Summary of Amended Bill: Extended to all ports is the authority to acquire and operate telecommunications facilities for district use and to provide wholesale telecommunications services within and outside district limits.
A port district may select a telecommunications company to operate all or a portion of the port's telecommunications facilities.
A port district that has not previously provided telecommunications services as of the effective date of the act, must first develop a business plan.
Fiscal Note: Available.
Creates Committee/Commission/Task Force that includes Legislative members: No.
Effective Date: Ninety days after adjournment of session in which bill is passed.
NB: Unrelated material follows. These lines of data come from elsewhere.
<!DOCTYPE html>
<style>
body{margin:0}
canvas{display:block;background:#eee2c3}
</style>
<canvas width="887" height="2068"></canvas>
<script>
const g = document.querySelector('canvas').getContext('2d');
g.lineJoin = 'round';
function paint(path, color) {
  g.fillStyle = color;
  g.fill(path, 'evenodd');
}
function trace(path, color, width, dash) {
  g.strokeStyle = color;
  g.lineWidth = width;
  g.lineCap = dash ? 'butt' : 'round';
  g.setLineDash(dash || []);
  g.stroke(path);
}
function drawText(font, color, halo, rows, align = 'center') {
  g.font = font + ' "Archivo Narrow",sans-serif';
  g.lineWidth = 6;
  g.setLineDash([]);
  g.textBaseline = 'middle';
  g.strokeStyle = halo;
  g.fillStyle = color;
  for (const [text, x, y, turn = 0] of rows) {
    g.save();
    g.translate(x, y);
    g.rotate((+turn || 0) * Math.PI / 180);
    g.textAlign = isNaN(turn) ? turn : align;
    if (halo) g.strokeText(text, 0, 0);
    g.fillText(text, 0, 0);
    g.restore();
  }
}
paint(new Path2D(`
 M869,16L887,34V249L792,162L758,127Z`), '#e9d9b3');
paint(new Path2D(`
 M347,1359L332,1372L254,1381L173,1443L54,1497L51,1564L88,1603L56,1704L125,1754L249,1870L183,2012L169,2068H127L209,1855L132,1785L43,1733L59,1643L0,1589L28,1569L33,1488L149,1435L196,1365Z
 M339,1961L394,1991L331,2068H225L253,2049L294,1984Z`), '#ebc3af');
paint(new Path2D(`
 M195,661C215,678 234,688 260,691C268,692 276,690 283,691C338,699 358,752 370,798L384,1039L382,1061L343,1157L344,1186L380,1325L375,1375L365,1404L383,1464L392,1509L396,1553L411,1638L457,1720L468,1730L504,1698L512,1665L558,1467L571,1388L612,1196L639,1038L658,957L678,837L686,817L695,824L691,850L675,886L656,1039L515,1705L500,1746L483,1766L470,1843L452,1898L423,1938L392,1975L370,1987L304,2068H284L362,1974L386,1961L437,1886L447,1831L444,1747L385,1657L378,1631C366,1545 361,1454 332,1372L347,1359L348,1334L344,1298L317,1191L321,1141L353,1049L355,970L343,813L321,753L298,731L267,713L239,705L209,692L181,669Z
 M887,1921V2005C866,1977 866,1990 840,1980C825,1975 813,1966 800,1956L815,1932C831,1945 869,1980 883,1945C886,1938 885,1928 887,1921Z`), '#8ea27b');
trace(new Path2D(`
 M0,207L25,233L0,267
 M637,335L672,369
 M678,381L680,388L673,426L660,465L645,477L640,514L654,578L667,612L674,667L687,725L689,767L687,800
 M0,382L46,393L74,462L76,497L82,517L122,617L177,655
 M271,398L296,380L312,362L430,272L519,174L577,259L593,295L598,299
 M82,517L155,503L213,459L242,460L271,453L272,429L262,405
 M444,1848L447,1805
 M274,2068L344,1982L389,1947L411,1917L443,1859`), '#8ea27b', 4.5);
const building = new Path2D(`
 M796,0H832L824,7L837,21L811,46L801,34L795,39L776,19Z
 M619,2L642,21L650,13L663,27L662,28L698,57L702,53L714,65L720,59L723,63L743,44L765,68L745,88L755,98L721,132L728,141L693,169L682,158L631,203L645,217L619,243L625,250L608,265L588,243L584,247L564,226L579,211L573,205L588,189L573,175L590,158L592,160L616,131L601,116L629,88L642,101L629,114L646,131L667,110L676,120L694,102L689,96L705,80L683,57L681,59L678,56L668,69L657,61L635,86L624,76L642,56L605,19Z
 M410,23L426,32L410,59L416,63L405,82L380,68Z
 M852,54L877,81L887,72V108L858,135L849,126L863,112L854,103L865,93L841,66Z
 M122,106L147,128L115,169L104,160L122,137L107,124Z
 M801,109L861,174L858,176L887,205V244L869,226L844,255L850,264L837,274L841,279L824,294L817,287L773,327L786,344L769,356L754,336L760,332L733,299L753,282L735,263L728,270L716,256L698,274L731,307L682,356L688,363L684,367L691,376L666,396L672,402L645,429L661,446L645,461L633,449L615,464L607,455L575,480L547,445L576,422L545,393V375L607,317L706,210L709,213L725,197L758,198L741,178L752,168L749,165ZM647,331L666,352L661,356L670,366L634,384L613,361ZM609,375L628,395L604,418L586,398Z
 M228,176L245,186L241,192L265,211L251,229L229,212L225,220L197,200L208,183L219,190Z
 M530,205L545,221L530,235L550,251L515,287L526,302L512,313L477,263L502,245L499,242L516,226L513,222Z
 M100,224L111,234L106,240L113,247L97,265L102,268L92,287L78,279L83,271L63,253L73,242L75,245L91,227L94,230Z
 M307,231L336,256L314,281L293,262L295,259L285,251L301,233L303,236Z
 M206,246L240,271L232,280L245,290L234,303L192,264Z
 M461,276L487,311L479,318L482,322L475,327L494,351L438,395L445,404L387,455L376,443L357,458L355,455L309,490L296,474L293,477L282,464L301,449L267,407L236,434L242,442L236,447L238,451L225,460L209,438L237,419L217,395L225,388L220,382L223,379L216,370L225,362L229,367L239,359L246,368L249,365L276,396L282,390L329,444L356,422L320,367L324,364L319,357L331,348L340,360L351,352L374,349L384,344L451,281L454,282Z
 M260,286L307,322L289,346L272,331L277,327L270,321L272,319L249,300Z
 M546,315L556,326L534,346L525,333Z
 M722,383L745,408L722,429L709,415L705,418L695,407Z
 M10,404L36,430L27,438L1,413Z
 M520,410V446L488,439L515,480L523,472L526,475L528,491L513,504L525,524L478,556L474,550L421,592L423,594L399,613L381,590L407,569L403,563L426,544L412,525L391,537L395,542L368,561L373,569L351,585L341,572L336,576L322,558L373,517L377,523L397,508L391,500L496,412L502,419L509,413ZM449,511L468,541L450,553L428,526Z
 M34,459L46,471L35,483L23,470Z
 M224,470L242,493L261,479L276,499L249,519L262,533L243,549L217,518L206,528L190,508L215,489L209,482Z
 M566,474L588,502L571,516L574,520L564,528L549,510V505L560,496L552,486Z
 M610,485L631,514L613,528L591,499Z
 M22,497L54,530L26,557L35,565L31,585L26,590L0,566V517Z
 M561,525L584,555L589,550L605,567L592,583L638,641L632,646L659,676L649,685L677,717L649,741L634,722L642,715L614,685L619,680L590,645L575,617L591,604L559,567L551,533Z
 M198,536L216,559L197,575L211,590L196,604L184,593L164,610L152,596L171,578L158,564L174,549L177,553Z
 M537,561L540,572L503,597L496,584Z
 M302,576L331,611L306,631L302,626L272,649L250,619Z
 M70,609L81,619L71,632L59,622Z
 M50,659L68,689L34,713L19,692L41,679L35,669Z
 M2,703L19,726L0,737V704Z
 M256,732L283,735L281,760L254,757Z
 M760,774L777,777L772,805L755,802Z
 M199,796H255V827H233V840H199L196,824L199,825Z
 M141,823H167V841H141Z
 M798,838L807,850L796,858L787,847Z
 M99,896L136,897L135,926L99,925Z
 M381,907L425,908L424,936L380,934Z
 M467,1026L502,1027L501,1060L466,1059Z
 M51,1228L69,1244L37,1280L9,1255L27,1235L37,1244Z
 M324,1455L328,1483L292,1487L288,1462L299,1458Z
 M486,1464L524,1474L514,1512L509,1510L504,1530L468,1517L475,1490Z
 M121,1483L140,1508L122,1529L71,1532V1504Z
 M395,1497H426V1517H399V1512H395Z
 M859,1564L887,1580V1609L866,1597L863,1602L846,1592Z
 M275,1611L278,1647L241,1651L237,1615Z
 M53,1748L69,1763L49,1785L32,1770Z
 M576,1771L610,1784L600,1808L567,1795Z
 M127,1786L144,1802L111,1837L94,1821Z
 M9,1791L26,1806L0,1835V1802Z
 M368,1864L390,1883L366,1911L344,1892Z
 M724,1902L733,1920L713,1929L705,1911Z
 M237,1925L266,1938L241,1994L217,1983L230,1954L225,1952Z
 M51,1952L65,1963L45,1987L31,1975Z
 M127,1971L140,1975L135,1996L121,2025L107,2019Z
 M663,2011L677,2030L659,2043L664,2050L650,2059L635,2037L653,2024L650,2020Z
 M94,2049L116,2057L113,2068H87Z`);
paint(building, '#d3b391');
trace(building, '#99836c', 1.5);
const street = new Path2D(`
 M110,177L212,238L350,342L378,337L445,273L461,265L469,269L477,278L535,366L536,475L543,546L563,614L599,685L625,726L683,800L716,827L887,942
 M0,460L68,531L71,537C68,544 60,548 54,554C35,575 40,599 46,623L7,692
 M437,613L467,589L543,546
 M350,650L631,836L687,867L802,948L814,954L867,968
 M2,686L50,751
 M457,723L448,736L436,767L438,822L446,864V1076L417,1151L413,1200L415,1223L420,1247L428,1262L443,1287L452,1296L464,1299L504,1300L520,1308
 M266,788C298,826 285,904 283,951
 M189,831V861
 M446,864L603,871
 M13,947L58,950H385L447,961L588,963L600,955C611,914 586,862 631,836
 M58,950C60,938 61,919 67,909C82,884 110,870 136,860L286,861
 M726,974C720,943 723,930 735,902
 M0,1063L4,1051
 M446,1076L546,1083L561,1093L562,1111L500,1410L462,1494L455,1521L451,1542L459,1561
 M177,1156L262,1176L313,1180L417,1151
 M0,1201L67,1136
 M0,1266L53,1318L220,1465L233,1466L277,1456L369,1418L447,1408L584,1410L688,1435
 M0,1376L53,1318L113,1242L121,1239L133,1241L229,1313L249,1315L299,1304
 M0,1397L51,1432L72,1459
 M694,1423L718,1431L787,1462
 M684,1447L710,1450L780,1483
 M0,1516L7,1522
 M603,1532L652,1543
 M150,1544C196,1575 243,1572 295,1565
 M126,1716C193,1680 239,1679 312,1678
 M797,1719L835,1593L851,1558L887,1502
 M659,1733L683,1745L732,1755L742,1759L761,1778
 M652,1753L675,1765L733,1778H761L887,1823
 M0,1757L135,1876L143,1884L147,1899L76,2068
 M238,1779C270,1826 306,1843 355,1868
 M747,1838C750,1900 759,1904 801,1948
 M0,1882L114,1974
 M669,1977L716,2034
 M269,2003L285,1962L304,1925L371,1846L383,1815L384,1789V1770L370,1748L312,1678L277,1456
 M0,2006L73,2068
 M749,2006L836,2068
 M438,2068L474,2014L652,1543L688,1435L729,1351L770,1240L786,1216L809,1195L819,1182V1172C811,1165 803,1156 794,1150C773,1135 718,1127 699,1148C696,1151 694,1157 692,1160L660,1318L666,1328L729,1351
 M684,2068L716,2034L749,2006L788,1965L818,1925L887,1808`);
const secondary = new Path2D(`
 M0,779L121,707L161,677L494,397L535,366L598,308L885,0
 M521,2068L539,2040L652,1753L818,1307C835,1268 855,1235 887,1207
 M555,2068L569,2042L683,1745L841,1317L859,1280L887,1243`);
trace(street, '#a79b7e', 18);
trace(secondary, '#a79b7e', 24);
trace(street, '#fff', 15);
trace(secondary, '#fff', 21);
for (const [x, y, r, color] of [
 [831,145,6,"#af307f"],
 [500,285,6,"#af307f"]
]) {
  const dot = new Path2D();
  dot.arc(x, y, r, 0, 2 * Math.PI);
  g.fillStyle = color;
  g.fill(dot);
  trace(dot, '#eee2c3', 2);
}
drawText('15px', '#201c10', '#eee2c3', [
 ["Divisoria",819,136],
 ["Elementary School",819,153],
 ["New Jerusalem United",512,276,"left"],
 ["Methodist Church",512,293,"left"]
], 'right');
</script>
Staff Summary of Public Testimony on Substitute House Bill: The committee recommended a different version of the bill than what was heard. PRO: Rural ports that have participated since 2000 have great success story and their business model is exciting. This is an important piece to getting broadband to rural areas. Ports are uniquely qualified to partner with private entities. PUDs and ports were authorized at the same time to provide broadband infrastructure. Since then, PUDs have developed 9000 miles of broadband infrastructure while ports have only built 300 miles. This is in part due to the constrained authority of the ports and the nature and mission of ports. Ports build strategic portions of infrastructure for the development of jobs and the local economy. The need for rural broadband is great and passing this bill would deploy resources to meet that need.
Persons Testifying: PRO: Representative Mary Dye, Prime Sponsor; James Thompson, Washington Ports; William Bridges, CenturyLink.
Persons Signed In To Testify But Not Testifying: No one.